- _What to do_: Search the entries below for "linejoin". Report each line where it occurs.

★ ★ ★

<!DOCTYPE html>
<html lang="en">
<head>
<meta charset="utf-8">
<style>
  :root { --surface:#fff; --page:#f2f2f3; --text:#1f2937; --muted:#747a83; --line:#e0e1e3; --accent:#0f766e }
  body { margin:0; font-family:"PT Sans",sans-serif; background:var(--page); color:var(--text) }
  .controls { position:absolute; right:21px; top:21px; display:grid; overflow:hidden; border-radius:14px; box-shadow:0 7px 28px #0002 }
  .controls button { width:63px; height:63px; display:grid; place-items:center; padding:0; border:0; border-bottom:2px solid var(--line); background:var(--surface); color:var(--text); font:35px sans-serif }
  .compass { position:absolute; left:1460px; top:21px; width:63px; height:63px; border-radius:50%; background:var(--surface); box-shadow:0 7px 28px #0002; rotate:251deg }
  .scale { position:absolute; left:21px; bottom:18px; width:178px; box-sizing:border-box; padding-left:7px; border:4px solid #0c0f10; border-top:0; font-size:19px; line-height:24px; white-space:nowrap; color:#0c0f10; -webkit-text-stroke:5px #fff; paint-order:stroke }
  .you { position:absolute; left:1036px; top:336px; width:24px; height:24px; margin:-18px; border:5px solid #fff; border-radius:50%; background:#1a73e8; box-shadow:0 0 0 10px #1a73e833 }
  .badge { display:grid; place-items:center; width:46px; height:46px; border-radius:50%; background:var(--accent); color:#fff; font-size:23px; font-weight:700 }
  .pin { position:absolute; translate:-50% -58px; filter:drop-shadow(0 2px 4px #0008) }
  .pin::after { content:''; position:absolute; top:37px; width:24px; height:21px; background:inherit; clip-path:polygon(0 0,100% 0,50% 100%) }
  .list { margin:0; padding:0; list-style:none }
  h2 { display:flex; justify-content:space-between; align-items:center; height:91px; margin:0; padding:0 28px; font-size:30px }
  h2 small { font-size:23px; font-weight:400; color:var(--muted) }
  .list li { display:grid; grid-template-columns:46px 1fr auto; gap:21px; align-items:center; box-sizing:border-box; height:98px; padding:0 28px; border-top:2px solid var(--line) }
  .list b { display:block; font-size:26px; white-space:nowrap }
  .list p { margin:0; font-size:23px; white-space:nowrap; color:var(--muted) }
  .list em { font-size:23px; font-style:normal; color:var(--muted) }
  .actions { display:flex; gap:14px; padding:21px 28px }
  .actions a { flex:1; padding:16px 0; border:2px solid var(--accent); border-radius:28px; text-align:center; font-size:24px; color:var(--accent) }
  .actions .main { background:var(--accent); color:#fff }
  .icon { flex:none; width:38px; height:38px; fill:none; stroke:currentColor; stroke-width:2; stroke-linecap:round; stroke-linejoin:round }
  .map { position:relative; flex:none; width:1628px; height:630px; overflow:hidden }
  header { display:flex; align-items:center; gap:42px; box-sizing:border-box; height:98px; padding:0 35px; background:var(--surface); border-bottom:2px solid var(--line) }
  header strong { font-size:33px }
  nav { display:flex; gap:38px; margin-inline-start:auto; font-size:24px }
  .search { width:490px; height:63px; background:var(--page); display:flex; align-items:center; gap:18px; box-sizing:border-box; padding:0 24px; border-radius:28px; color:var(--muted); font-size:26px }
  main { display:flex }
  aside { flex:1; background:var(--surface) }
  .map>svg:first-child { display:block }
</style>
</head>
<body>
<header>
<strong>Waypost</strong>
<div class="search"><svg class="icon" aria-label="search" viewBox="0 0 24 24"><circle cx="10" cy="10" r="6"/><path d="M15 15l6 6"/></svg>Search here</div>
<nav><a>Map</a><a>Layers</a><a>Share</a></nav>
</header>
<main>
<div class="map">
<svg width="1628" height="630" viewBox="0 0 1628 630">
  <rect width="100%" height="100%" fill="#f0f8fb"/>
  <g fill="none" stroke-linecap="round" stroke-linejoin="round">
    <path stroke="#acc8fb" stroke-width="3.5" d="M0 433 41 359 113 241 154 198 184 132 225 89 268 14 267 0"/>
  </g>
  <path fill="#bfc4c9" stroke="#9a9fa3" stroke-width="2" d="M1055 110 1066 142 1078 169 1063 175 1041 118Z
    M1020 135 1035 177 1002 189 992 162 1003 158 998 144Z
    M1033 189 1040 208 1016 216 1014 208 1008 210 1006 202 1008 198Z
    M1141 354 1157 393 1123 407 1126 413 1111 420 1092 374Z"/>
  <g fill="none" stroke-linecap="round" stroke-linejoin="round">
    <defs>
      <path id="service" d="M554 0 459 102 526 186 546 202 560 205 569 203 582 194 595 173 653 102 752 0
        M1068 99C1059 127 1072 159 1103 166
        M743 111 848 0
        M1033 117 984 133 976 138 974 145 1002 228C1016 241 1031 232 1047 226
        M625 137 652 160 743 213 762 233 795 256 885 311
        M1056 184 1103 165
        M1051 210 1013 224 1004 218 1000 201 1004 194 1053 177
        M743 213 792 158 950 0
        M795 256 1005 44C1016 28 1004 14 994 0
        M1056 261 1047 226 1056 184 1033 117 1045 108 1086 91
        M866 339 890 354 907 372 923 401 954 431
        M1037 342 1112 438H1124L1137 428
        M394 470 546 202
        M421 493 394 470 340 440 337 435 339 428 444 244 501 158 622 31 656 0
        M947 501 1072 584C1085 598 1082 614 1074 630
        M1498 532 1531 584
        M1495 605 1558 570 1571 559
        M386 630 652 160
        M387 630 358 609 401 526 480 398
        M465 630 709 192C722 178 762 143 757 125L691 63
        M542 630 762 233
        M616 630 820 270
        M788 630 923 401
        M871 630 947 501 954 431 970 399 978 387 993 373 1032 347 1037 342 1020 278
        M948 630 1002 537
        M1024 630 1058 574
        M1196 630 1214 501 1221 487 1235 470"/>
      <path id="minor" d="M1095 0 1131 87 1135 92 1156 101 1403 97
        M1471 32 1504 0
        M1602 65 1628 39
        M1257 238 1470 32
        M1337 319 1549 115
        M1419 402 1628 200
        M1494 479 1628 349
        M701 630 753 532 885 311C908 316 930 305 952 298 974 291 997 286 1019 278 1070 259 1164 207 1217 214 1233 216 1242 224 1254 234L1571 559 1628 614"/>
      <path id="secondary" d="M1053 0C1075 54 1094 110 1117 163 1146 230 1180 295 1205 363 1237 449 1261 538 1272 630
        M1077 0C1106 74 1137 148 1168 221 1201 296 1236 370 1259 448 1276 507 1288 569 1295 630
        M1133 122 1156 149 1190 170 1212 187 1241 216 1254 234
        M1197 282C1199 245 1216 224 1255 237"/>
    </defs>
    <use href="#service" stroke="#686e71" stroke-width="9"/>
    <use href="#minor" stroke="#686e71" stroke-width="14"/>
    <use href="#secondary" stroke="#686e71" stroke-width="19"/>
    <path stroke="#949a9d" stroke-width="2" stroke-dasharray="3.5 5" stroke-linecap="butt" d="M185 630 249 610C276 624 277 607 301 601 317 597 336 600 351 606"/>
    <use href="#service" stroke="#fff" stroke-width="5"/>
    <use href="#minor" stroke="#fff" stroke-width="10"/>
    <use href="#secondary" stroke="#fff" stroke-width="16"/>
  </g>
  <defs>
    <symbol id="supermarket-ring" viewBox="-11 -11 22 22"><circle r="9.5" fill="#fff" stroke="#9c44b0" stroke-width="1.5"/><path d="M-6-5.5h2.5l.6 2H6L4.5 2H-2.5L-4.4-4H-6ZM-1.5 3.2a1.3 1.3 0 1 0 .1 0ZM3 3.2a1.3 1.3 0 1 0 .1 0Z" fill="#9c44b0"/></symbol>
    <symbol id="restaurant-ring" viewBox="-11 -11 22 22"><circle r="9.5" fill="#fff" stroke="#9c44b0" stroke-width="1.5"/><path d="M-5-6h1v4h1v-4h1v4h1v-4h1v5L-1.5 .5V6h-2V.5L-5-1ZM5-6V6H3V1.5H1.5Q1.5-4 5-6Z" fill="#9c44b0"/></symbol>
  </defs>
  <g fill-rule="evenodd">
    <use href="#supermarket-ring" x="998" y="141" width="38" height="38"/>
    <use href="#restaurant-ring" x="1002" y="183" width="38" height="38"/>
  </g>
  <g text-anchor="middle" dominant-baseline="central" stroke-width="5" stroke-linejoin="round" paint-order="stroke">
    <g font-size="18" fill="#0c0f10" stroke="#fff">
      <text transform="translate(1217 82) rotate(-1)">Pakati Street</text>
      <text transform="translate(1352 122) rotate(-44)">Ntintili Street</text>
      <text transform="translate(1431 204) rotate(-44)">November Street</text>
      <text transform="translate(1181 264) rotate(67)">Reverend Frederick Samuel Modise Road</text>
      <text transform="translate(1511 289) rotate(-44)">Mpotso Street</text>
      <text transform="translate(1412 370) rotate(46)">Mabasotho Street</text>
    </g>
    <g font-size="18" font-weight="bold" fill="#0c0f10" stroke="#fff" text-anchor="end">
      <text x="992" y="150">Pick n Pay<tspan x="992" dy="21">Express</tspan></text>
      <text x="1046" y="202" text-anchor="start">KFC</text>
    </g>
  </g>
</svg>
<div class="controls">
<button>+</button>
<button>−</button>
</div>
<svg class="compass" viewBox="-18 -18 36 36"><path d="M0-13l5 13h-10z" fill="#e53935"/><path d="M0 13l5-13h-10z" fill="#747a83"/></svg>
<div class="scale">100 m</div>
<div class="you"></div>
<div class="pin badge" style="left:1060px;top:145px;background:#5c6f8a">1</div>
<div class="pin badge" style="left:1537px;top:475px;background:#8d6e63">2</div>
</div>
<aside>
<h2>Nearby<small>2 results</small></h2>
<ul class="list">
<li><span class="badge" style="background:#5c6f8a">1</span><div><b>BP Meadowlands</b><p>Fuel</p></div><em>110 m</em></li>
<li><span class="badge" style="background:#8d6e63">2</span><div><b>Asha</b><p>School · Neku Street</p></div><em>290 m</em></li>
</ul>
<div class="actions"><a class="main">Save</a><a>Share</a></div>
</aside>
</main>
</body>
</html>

★ ★ ★

- _Solution below_:
  .icon { flex:none; width:38px; height:38px; fill:none; stroke:currentColor; stroke-width:2; stroke-linecap:round; stroke-linejoin:round }
  <g fill="none" stroke-linecap="round" stroke-linejoin="round">
  <g fill="none" stroke-linecap="round" stroke-linejoin="round">
  <g text-anchor="middle" dominant-baseline="central" stroke-width="5" stroke-linejoin="round" paint-order="stroke">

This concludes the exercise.